Along with instructors and community partners working across several ACM campuses, I contributed a chapter to a new book, Gleanings from the Field: Food Security, Resilience, and Experiential Learning. This anthology was edited by Dan Trudeau, Bill Moseley and Paul Schadewald — my former colleagues at Macalester College — and published by Lever Press in April 2025. The book grew out of a two-part workshop that Dan, Bill and Paul convened in the summers of 2022 and 2023 through an ACM grant. They gave us some time to assemble, to share ideas and food and to visit some important sites here in the Twin Cities and in Wisconsin.

My chapter, “Pedagogy for a public geography of poor farms,” describes the two research practicum courses I designed and taught at Macalester. I present an approach to public geography that supports students in original group research on public institutions (i.e., poor farms) as they worked toward presentations at public institutions (i.e., libraries and online). In the Spring of 2022, students focused on the Ramsey County Poor Farm. In the Spring of 2023, they focused on the Hennepin County Poor Farm.

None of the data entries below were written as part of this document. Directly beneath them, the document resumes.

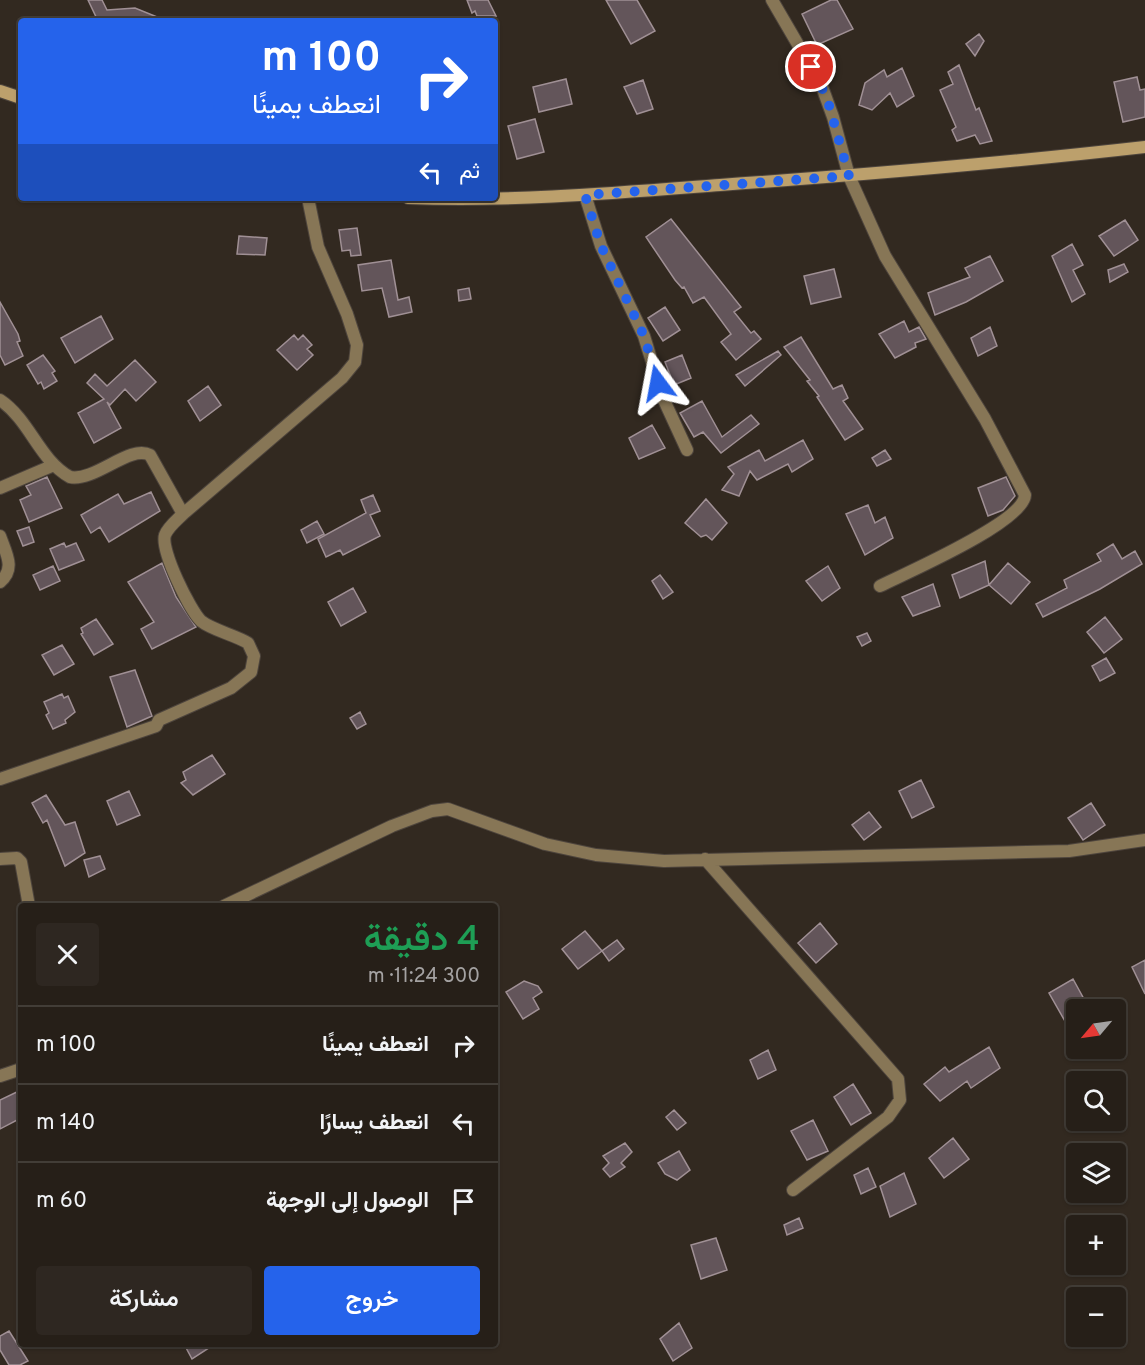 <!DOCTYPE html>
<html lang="ar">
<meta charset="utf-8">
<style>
:root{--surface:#261f18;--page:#2e2721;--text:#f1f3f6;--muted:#a4a2a2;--line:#423d37;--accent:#2563eb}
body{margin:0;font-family:Overpass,Vazirmatn,sans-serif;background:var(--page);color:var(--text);direction:rtl;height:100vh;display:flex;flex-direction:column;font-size:22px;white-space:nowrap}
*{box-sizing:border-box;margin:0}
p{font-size:20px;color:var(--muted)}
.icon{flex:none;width:33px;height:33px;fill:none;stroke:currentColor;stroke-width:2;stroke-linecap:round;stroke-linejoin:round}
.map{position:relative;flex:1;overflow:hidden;direction:ltr}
.side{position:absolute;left:18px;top:903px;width:480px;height:444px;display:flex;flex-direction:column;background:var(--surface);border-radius:6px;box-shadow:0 2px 4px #0004,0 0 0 2px var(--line);direction:rtl}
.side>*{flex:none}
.top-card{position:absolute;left:18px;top:18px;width:480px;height:183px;border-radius:6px;box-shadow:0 2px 4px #0004,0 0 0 2px var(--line);direction:rtl;background:#2563eb;color:#fff;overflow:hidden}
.needle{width:39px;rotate:241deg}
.controls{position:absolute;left:1066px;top:999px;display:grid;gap:12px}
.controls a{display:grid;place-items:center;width:60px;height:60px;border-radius:6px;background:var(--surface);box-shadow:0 2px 4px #0004,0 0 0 2px var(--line);font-size:30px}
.pin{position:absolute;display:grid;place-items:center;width:51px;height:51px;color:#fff;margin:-26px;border:3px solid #fff;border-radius:50%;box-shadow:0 2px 6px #0007}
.me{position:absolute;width:66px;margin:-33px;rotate:347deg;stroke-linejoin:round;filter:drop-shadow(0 0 4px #0008)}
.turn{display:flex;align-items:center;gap:21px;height:126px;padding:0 18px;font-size:27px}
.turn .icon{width:78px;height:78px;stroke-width:2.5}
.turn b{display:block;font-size:42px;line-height:51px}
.then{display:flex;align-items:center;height:57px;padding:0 18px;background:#0003;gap:12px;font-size:22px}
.round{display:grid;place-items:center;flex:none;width:63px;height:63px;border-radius:6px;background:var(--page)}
.head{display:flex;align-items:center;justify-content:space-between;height:102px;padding:0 18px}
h1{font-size:36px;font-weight:600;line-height:45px;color:#1e9e55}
.action{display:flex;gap:12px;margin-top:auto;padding:12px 18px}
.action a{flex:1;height:69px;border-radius:6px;background:var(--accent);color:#fff;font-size:24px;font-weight:600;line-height:69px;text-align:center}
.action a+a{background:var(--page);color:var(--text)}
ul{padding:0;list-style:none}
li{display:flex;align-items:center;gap:18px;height:78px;padding:0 18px;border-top:2px solid var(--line)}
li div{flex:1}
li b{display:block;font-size:22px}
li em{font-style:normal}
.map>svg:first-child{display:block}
.building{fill:#63555a;stroke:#a09095;stroke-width:1.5}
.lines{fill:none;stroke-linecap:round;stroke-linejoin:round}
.street-casing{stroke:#4e453d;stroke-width:14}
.secondary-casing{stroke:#4e453d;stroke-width:14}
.street{stroke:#877656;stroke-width:12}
.secondary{stroke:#bca06c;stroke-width:12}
.route{stroke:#2563eb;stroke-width:10;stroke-dasharray:0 18}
</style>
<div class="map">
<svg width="1145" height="1365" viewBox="0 0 1145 1365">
<rect width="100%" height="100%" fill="#322920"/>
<!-- building -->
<path class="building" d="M88 0H102L107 10 135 8 167 21H98Z
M467 0H488L496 16H477L475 11 472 13Z
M606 0H637L655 31 631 44Z
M831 0H837L853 29 817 45 802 14Z
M979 34 984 41 975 56 966 44Z
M959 65 976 110 979 108 992 141 980 144 975 135 957 141 952 130 956 127 940 90 953 84 948 72Z
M902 68 914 96 897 107 890 93 872 110 859 105 865 83 884 70 887 77Z
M1137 77 1140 90 1145 89V117L1123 122 1114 82Z
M566 79 572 104 539 112 533 87Z
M643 80 653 109 637 114 624 87Z
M535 119 544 152 517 159 508 126Z
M671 219 741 307 734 312 751 333 754 331 761 339 736 360 721 342 731 334 704 297 693 303 684 287 682 288 675 280 646 237Z
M1125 220 1138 240 1114 256 1099 236Z
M357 228 361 255 351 256 350 250 342 251 339 230Z
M239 236 267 238 265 255 237 254Z
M1072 244 1083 265 1073 270 1085 294 1072 302 1052 256Z
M990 256 1003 281 966 302 935 315 928 293 970 277 965 268Z
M391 260 398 300 409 297 412 312 389 317 382 288 362 291 358 265Z
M1124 264 1128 272 1110 282 1108 270Z
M834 269 841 297 811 304 804 276Z
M469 288 471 299 459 301 458 290Z
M0 302 18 334 20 341 17 342 23 356 5 365 0 355Z
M665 307 680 330 663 341 648 318Z
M101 316 113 339 75 363 61 338Z
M904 321 909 332 919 327 926 339 915 343 916 347 895 358 879 334Z
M990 327 997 346 978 356 971 338Z
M294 335 298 340 303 335 312 345 307 349 313 355 297 370 277 350Z
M801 337 833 389 842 385 848 398 843 401 863 429 845 440 817 397 819 396 807 381 810 380 784 347Z
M778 351 781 355 745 386 736 375Z
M43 355 55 371 52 373 57 381 44 389 41 382 38 384 27 365Z
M682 355 691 378 674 385 665 362Z
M135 360 156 382 136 401 125 389 110 405 107 402 121 428 94 443 78 413 104 399 87 383 95 374 107 386Z
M208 386 221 405 200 421 188 401Z
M702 401 722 437 751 415 759 424 721 453 703 432 694 437 680 413Z
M652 425 665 448 639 459 629 438Z
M803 440 813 459 792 472 788 464 757 480 750 471 739 496 722 490 734 474 728 467 759 450 765 461Z
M885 450 891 459 877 466 872 458Z
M47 477 62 508 29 522 20 500 31 495 26 486Z
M1006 477 1015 496 1003 510 988 516 978 488Z
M151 492 160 511 109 542 100 527 91 533 81 515 118 494 124 504Z
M373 495 380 511 370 515 380 536 343 555 340 550 326 557 318 539 366 513 361 500Z
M706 499 727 523 712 540 706 535 701 537 685 523Z
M868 505 875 523 885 517 893 538 865 555 846 514Z
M317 521 324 534 307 543 301 530Z
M29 527 34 542 23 546 17 531Z
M64 543 66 547 76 543 84 560 59 570 50 549Z
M1113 544 1122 559 1135 551 1142 564 1100 589 1043 617 1036 604 1067 588 1064 580 1101 561 1097 554Z
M985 561 989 585 960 598 952 575Z
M162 563 176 597 196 627 152 649 141 629 154 622 128 582Z
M1008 563 1030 582 1011 604 989 585Z
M53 566 60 581 40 590 33 575Z
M828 566 840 588 822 601 806 581Z
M660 575 673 592 663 599 652 581Z
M933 584 940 606 913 616 902 597Z
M353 588 366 612 341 626 328 602Z
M1105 617 1122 639 1104 653 1087 632Z
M96 619 113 644 94 655 81 634 83 633 81 628Z
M867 633 871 641 862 646 857 637Z
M62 645 74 664 54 675 42 655Z
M1106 658 1115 673 1100 681 1092 666Z
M135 670 152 716 127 727 110 677Z
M62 694 64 698 68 696 75 712 65 720 66 723 53 729 46 715 49 713 44 702Z
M360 712 366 724 357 729 350 718Z
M212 755 225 774 193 795 181 783 186 780 183 772Z
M921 780 934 807 912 818 899 791Z
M129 791 140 815 117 825 107 801Z
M46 795 65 825 75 822 85 853 65 866 47 820 43 823 32 803Z
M1091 803 1105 825 1083 840 1068 818Z
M869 812 881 827 864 840 852 825Z
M100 856 105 869 89 877 84 860Z
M820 923 837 944 816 963 798 943Z
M585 931 602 951 578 969 562 949Z
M617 940 624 949 609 961 602 951Z
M1145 960V994L1132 967Z
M1073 979 1090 1010H1077V1016L1066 1023 1049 993Z
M524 981 538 986 542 992 533 998 539 1009 523 1019 506 992Z
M989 1047 1000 1068 971 1088 967 1081 940 1101 924 1084 945 1067 949 1072Z
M768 1050 776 1070 758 1079 750 1060Z
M853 1084 871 1113 851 1125 834 1097Z
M21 1090V1118L0 1129V1100Z
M674 1110 686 1123 677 1130 666 1117Z
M813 1120 828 1151 807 1160 791 1131Z
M953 1138 969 1159 944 1178 929 1158Z
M625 1143 632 1152 621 1163 625 1167 610 1177 603 1169 609 1163 603 1156Z
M679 1151 690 1170 677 1180 665 1174 658 1163Z
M868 1168 876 1187 861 1194 854 1175Z
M904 1173 916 1204 890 1217 880 1186Z
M799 1218 803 1228 787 1235 784 1225Z
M716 1238 727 1270 701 1279 691 1245Z
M679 1323 692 1348 673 1361 660 1339Z
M9 1331 28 1361 20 1365H9L0 1350V1336Z
M184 1344H215L192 1359Z"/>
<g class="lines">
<!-- street casing -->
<g class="street-casing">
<path id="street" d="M772 0 821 84 833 117 849 176 885 256 985 419 1025 495C1024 522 906 573 880 586
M585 195 601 246 644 336 663 398 687 450
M0 400C30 420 39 460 70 477 95 482 130 444 150 455L183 514
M0 488 54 465
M0 536C6 553 16 569 0 582
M0 779 156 726 159 720 231 688 251 672 254 656 248 643C235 635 212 630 201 621 190 610 160 550 165 535 168 527 177 520 183 514L342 378 355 362 357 345 347 314 318 247 308 198
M0 859 17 858 21 862 29 906
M705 859 898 1079 900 1100 888 1117 793 1190
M224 906 392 826 432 811 448 809 545 844 596 855 664 861 1069 851 1145 840
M0 1076 21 1069"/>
</g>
<!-- secondary casing -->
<g class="secondary-casing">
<path id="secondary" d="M0 91 21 98
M408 198C513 202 616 193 720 185 862 175 1004 163 1145 147"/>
</g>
<!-- street -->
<use href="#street" class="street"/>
<!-- secondary -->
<use href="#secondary" class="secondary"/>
</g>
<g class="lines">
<!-- route -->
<path class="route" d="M658 383 644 336 601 246 585 195 849 176 827 98 811 67"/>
</g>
</svg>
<div class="controls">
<a><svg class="needle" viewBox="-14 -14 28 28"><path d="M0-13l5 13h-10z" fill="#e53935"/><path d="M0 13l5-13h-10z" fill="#a4a2a2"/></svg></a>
<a><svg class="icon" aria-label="search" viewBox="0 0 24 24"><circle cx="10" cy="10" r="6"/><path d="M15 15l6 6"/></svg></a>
<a><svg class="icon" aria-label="layers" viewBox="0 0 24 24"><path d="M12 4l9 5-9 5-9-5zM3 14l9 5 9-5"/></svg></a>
<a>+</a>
<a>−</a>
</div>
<div class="pin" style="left:811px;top:67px;background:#d93025"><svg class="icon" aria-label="arrive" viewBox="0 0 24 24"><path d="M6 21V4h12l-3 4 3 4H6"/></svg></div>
<svg class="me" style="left:658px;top:383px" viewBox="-20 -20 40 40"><path d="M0-17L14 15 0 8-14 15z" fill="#2563eb" stroke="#fff" stroke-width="4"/></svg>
<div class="top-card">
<div class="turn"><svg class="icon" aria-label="right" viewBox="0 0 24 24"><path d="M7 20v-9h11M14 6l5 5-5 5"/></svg><div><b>100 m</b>انعطف يمينًا</div></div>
<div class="then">ثم<svg class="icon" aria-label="left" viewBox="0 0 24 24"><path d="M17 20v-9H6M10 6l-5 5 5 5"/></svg></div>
</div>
<section class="side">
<div class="head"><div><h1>4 دقيقة</h1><p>300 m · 11:24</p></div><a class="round"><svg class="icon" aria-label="close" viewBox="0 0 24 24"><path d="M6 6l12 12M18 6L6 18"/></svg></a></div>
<ul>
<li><svg class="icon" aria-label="right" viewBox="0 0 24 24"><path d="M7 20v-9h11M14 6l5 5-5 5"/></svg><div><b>انعطف يمينًا</b></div><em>100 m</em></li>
<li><svg class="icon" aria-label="left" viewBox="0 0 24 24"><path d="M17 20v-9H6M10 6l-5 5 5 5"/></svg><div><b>انعطف يسارًا</b></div><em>140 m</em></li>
<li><svg class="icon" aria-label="arrive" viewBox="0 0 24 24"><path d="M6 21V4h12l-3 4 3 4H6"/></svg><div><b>الوصول إلى الوجهة</b></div><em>60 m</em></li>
</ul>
<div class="action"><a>خروج</a><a>مشاركة</a></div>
</section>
</div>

Drawing on course materials and objectives as well as student feedback and original research findings, the chapter also offers five lessons learned:
- Make local experiences a case study
- Immersive work supports student decision-making and discovery
- Emphasize the quality of the project over the exercise of a method
- Promote trust in the group formation
- Commit to dialogue with the public
Of course, the public presentations made at the end of these two courses are available on this website.
For me, this mode of teaching was a pivotal and very gratifying part of my time working at Macalester. As I write elsewhere on this website, I continue to think about these courses the contributions of students and TAs and the responses that audiences made to the presentations. The experience inspired me to approach later work with the TREC Research Cluster project at Faribault prison, “A public study of the Rice County Poor Farm.”